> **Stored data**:
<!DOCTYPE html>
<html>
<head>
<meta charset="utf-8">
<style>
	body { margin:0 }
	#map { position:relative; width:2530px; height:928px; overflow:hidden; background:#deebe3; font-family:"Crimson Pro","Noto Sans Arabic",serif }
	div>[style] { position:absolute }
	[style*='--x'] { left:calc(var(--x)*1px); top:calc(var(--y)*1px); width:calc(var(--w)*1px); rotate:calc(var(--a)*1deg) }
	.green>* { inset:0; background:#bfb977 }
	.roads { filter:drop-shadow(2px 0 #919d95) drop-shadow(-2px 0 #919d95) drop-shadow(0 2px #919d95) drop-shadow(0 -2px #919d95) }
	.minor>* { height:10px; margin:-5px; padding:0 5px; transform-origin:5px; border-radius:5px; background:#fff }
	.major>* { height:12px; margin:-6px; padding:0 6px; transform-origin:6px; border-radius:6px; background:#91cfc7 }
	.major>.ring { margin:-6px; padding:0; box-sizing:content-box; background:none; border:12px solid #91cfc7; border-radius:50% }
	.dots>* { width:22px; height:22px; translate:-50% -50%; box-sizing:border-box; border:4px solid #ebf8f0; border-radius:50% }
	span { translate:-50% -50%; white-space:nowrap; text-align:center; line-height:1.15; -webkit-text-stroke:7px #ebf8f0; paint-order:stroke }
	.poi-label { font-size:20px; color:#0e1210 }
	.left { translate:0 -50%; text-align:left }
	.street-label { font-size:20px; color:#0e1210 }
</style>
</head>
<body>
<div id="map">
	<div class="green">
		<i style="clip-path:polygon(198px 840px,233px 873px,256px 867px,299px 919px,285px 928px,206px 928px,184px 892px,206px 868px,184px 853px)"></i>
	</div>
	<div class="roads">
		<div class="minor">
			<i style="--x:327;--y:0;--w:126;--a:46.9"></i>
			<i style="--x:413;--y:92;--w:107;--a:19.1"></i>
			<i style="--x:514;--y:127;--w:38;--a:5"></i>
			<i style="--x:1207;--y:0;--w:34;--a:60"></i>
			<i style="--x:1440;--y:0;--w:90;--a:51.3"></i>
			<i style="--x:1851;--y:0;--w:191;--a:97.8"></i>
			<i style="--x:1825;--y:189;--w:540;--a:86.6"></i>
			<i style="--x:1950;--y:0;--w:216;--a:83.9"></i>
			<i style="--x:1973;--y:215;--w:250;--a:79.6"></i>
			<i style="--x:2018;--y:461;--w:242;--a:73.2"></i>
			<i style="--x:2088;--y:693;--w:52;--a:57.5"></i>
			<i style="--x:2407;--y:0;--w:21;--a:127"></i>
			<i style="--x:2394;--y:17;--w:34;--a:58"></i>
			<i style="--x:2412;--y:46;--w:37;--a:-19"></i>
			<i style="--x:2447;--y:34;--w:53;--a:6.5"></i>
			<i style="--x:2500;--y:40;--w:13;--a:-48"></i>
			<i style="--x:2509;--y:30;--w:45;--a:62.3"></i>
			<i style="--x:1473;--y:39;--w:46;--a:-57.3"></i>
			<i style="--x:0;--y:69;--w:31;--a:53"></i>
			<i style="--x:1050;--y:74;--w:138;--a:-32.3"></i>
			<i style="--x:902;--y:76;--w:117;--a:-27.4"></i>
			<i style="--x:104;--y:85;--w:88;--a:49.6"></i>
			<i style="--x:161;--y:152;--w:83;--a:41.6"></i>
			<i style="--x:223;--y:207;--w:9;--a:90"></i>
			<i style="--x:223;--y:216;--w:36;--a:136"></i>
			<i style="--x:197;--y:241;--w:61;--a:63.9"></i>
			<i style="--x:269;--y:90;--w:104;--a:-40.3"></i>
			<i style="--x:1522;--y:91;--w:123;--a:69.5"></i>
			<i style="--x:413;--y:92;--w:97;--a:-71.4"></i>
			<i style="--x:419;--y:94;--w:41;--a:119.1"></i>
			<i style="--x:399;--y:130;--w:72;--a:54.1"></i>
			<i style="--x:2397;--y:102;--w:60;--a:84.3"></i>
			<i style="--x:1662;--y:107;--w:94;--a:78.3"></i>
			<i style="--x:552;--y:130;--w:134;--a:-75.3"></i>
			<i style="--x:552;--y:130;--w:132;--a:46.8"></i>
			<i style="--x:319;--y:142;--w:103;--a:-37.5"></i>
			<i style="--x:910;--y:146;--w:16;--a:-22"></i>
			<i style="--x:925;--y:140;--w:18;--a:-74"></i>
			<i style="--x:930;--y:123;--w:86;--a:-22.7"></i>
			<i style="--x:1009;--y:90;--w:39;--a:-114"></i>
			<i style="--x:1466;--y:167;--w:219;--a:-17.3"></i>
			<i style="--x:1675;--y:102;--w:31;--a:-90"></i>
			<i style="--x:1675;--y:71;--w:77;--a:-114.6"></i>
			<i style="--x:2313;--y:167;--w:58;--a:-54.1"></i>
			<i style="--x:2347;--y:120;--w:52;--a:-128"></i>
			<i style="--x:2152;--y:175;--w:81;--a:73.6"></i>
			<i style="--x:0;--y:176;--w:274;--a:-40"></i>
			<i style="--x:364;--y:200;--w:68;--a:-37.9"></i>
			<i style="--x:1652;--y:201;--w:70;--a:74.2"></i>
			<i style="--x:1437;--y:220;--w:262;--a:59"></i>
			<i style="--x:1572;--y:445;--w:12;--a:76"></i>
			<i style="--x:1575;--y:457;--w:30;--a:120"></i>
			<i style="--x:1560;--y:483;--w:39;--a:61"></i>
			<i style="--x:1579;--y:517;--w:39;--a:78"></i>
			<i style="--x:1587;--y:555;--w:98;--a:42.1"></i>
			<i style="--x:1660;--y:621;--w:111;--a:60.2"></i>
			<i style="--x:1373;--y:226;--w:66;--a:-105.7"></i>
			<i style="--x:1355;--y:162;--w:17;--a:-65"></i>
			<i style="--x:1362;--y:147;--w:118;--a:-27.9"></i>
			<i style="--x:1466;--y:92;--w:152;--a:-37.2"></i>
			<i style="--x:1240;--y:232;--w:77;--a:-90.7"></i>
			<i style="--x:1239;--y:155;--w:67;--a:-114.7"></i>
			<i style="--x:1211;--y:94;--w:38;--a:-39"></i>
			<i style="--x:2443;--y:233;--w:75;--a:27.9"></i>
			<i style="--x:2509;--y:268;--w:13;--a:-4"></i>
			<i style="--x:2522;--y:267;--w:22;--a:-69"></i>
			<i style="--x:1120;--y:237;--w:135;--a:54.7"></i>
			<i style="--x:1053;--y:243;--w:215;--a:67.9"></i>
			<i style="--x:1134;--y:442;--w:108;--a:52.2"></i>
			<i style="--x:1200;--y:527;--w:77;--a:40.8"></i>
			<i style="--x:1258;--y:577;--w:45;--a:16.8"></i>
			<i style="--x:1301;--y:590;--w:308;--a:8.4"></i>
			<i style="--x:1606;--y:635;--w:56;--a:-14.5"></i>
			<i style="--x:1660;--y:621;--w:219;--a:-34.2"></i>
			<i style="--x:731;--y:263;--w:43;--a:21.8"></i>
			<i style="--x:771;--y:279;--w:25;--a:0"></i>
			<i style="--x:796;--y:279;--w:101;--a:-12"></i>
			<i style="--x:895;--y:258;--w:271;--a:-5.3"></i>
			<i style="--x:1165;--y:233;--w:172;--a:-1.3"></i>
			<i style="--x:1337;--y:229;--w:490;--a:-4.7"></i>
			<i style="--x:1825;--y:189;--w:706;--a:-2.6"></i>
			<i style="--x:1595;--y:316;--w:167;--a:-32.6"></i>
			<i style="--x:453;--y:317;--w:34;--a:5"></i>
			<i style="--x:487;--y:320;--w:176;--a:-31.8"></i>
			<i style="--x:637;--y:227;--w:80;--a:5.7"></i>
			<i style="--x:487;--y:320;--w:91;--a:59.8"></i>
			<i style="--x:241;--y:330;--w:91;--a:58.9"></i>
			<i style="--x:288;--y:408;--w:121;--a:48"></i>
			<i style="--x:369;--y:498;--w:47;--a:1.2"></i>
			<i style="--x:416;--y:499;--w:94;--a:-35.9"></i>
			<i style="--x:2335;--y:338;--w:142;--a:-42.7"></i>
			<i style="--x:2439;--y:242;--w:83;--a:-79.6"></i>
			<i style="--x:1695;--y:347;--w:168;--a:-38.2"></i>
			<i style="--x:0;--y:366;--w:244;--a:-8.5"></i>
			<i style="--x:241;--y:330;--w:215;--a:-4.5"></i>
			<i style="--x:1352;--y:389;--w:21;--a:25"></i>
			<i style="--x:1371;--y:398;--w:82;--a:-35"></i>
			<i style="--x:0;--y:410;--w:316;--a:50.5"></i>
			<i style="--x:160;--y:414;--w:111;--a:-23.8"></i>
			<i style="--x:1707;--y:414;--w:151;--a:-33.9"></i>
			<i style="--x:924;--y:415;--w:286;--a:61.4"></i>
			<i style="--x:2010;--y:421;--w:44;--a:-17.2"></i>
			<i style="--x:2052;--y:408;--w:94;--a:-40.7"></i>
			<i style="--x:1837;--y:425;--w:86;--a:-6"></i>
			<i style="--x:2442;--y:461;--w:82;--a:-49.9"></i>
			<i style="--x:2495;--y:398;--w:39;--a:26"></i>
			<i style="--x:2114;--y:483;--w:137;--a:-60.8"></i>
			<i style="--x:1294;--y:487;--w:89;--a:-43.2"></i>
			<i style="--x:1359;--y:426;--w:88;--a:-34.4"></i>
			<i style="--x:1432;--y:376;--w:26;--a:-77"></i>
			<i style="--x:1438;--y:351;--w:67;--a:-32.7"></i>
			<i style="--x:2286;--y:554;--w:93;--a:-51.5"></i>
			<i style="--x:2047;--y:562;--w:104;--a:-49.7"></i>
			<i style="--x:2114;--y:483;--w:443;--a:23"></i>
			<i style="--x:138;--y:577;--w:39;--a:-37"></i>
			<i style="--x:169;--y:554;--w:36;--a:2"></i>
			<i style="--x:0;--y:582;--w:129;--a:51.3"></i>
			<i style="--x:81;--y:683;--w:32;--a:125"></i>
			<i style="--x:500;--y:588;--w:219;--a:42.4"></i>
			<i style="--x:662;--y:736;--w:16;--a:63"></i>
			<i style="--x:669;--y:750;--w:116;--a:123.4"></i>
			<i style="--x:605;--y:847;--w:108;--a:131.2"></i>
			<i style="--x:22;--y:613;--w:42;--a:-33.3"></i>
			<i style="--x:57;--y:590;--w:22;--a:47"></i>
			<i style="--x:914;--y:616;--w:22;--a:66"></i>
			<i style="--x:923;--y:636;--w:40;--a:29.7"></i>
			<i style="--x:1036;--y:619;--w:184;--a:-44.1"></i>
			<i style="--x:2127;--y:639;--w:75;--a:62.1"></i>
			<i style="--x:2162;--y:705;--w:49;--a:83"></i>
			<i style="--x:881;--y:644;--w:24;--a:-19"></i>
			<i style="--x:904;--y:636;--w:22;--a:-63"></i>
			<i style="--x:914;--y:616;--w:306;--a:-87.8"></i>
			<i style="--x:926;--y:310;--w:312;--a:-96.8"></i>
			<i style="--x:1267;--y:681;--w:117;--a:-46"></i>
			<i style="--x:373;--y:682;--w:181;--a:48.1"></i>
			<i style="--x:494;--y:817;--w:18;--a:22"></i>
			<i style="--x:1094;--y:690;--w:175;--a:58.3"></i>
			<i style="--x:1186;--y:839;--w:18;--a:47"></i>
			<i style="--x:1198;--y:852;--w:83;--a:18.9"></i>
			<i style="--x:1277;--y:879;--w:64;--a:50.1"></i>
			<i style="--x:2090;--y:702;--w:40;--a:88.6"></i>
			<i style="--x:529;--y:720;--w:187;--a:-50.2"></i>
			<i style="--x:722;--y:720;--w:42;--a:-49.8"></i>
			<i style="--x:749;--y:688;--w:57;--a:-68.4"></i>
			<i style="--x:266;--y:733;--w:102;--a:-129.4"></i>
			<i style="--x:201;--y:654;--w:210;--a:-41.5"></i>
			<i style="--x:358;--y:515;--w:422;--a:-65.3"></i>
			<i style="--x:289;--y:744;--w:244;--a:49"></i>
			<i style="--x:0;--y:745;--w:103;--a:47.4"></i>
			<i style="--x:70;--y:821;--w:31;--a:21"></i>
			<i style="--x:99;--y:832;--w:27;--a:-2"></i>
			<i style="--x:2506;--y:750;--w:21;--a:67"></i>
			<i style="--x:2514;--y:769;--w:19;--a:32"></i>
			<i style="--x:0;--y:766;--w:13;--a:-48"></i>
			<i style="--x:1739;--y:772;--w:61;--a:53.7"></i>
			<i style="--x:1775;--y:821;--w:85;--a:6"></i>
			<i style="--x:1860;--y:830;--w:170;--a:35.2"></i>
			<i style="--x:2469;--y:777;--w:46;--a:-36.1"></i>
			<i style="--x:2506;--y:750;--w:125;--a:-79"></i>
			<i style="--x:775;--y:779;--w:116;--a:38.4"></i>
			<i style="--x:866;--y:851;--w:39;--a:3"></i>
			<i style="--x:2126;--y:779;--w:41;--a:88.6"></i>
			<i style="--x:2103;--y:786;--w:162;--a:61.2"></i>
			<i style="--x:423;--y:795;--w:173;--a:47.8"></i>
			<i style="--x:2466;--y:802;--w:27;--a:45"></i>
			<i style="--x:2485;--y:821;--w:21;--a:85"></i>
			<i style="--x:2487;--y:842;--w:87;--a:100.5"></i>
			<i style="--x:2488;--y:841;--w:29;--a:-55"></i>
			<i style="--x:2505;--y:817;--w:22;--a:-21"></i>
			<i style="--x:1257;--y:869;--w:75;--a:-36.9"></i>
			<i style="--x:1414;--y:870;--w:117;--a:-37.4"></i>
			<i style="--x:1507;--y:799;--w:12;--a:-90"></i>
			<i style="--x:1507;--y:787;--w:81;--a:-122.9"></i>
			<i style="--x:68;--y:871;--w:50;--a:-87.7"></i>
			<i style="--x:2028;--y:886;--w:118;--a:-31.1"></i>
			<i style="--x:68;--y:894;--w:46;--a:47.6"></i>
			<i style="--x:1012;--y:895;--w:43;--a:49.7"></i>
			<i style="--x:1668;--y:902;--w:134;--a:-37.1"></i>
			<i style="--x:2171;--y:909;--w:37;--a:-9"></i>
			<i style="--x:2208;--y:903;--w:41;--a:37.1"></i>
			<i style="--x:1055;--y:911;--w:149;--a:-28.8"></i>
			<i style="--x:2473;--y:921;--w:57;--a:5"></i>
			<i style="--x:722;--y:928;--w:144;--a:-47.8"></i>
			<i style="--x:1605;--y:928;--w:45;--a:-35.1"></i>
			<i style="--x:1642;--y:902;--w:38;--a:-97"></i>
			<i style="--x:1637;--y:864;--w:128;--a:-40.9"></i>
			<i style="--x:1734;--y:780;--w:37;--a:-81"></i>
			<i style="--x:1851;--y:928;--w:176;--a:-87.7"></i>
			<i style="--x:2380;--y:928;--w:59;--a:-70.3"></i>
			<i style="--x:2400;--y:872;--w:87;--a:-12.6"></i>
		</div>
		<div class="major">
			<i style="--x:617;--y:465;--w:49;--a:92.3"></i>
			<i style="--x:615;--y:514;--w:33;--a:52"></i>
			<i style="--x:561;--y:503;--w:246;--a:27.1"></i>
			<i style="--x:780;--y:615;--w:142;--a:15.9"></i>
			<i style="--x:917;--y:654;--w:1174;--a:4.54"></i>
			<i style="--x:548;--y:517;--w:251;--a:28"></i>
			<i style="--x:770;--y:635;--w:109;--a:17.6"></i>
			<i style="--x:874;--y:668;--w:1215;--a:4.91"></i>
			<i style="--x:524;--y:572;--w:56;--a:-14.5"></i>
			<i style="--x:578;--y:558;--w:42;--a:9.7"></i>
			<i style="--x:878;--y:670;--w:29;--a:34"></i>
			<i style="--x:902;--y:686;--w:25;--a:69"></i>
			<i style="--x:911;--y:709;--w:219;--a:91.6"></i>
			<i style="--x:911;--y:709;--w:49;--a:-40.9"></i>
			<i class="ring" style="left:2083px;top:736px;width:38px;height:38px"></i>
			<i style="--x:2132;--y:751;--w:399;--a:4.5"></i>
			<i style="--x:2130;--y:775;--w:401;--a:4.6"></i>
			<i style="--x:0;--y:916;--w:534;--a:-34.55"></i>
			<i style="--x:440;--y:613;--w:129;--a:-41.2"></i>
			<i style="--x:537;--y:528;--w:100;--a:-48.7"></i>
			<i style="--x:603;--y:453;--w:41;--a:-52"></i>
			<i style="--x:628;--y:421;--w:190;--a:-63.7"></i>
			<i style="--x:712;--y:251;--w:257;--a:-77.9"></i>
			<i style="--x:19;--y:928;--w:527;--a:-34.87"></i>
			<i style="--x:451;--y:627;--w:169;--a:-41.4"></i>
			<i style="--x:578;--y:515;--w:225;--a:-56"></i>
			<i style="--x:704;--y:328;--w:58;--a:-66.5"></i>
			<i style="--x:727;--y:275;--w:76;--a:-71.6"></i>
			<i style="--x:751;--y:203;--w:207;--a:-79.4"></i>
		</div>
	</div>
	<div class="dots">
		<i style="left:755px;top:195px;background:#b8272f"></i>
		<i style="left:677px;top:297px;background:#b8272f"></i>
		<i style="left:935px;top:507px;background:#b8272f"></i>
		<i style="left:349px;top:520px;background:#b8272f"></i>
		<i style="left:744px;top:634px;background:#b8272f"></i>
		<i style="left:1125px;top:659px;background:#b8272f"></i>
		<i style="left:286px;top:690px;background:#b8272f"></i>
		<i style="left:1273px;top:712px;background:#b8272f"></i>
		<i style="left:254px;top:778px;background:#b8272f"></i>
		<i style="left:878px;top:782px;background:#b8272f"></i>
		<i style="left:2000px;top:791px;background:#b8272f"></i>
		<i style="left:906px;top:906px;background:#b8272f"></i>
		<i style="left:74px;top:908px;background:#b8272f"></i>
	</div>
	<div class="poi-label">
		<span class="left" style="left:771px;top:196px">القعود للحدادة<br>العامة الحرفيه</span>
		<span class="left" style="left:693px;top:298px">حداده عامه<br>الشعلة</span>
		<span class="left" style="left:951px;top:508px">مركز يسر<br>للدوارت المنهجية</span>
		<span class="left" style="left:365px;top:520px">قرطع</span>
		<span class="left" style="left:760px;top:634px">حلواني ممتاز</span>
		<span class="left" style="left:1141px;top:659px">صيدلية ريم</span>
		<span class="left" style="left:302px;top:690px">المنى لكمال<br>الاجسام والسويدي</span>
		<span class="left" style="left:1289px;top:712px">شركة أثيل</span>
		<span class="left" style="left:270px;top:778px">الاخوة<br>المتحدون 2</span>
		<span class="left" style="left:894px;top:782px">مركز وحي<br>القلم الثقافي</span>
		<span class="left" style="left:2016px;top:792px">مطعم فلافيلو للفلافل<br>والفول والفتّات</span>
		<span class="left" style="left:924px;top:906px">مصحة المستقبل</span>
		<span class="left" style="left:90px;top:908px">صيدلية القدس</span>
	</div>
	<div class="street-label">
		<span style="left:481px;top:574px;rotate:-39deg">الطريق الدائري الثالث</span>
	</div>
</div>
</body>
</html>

> **TO DO**:
Return each line of the data above that includes the word "position".

> **RESPONSE TO THE TASK**:
	#map { position:relative; width:2530px; height:928px; overflow:hidden; background:#deebe3; font-family:"Crimson Pro","Noto Sans Arabic",serif }
	div>[style] { position:absolute }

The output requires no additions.